Data for this task:
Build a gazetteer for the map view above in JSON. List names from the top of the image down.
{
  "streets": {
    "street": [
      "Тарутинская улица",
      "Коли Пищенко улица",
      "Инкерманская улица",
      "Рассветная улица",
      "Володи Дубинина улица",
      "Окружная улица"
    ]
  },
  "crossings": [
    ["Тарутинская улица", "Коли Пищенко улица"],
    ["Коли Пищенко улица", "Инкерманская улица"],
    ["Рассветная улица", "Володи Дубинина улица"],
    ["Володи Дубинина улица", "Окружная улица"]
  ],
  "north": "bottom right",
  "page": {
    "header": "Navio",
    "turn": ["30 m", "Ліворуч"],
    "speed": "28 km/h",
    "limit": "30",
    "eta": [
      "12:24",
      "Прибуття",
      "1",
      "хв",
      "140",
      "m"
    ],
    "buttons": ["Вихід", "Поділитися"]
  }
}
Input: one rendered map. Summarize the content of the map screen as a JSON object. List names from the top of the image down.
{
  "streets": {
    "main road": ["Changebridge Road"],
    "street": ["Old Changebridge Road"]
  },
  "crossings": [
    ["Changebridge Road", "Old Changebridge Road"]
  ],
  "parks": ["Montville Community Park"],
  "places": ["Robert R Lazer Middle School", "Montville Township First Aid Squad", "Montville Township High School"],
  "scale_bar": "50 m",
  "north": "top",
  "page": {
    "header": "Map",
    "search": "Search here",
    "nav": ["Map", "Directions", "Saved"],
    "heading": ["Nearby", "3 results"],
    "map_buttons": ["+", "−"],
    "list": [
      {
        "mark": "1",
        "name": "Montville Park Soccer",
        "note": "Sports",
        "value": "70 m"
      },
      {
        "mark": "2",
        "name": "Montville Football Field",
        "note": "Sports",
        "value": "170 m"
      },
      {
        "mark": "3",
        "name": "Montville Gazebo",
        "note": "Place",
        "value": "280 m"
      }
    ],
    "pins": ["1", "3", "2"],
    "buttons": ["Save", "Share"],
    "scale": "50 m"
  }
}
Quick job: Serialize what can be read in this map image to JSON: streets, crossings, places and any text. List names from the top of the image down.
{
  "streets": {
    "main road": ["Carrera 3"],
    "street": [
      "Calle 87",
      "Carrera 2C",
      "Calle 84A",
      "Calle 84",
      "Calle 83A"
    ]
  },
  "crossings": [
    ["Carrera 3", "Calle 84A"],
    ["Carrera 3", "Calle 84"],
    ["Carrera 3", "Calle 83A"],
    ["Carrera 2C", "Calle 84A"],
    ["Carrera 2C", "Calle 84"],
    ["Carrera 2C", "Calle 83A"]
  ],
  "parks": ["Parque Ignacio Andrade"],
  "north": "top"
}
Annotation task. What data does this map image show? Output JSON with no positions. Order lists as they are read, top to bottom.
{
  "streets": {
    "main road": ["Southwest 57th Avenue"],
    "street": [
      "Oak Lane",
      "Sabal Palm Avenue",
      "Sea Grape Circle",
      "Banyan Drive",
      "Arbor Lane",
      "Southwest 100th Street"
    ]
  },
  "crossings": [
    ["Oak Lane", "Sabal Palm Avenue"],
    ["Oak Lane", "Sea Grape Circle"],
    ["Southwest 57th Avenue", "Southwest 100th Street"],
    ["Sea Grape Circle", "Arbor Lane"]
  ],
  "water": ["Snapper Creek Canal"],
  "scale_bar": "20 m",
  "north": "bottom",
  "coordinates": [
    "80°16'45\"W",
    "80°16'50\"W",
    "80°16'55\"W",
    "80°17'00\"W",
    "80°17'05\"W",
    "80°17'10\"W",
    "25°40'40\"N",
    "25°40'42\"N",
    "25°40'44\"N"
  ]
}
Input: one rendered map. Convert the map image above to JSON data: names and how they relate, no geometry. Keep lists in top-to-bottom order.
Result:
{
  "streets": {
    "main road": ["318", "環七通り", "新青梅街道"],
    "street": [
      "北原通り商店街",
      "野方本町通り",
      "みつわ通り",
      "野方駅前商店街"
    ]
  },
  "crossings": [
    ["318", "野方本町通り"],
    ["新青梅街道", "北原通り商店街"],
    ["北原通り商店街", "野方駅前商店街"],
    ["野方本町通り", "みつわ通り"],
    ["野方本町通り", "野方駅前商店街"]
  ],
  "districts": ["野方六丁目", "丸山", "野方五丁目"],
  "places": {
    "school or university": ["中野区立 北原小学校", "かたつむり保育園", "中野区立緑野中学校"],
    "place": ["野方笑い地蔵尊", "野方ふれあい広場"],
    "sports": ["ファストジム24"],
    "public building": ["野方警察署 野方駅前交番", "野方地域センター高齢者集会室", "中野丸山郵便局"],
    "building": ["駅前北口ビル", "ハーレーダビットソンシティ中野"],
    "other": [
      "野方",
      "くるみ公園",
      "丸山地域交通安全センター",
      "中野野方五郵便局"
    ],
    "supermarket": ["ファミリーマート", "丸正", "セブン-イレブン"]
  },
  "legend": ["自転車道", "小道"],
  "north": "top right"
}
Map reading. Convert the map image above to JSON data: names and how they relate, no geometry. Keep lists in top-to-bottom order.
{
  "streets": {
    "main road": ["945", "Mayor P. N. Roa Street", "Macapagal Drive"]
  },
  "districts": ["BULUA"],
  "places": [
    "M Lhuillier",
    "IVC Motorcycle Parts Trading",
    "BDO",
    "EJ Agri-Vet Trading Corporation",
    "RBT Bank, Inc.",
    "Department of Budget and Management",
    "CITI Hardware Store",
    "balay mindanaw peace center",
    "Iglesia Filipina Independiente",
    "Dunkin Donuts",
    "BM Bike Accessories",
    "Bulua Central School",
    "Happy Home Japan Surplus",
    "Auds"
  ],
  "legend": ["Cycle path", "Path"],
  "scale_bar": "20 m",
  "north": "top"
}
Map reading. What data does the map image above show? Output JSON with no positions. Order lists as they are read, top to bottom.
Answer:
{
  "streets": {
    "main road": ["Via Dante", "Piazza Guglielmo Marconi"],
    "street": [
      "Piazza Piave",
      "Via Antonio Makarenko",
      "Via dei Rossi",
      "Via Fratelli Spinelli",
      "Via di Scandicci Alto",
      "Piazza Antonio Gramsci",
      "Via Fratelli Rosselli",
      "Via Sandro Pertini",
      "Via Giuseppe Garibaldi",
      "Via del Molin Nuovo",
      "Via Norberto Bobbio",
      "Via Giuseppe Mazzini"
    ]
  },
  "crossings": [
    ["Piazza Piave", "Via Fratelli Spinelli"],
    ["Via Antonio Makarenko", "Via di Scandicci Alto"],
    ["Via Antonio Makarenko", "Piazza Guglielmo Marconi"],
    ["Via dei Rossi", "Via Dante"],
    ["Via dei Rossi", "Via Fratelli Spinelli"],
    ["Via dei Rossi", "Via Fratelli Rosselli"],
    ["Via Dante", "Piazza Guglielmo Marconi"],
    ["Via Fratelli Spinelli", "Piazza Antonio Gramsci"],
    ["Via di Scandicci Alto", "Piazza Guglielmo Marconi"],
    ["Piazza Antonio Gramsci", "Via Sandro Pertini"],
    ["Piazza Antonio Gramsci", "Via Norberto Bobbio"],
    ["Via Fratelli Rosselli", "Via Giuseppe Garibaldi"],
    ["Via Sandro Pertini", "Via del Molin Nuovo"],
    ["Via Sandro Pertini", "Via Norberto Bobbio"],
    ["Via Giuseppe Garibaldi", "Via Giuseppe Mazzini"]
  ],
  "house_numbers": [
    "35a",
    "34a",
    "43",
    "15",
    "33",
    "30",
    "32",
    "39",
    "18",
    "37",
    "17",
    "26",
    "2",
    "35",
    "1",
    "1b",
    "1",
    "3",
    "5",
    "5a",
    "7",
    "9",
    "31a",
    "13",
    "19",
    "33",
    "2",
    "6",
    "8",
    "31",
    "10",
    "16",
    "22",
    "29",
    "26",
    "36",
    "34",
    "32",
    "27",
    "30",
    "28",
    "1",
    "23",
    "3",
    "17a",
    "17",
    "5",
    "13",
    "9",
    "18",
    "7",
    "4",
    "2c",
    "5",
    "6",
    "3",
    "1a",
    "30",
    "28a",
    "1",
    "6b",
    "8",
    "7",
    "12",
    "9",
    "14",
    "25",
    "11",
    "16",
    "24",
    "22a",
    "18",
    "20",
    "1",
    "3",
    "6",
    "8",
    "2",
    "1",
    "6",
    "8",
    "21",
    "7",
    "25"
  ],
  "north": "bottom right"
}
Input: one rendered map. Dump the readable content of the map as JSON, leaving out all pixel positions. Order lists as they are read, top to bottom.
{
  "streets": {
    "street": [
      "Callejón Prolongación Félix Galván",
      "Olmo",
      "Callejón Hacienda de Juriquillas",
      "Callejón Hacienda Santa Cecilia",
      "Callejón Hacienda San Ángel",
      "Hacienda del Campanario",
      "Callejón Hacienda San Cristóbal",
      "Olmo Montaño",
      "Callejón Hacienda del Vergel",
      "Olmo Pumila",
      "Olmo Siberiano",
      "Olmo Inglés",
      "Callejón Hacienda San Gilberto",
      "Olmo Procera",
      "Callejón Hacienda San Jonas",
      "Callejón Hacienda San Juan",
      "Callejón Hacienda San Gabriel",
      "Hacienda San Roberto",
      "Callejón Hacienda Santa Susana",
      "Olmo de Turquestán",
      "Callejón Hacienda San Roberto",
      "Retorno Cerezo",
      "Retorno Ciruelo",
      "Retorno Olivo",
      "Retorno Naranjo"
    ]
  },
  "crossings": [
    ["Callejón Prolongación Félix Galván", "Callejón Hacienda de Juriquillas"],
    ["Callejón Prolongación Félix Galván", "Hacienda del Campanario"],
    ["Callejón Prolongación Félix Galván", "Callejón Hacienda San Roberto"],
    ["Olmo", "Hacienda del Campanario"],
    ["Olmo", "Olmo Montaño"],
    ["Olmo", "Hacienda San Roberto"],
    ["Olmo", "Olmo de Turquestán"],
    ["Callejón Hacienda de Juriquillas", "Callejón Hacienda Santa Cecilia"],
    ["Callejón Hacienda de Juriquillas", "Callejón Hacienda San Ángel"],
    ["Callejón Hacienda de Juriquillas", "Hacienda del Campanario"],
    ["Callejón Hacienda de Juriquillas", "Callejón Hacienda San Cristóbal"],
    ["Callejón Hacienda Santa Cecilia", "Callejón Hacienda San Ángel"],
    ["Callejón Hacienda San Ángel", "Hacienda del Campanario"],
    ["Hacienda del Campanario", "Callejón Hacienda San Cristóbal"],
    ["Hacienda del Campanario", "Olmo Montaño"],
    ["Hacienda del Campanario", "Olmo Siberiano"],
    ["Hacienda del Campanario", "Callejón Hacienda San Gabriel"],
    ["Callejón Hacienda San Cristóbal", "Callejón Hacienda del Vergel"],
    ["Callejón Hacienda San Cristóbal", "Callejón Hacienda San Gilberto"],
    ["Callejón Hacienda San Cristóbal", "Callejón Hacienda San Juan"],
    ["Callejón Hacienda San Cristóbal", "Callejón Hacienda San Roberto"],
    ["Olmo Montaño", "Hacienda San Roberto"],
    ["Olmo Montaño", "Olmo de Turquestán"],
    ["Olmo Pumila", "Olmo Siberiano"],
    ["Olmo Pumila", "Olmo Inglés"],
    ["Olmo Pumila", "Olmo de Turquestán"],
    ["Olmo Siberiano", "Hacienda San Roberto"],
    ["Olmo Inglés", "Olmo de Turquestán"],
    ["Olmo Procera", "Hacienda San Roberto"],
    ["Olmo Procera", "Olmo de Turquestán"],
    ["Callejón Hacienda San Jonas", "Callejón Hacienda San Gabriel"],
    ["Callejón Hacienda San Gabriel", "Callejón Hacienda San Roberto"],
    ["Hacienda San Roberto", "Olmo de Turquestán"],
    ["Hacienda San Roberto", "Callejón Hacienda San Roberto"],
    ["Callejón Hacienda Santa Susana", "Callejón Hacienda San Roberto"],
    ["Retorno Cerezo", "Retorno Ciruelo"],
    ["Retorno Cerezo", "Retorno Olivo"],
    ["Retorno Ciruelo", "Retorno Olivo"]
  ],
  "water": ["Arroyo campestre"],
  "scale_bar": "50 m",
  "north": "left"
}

Assignment: In the entries above, copy each line that contains the string "Molin".

Answer to this problem:
      "Via del Molin Nuovo",
    ["Via Sandro Pertini", "Via del Molin Nuovo"],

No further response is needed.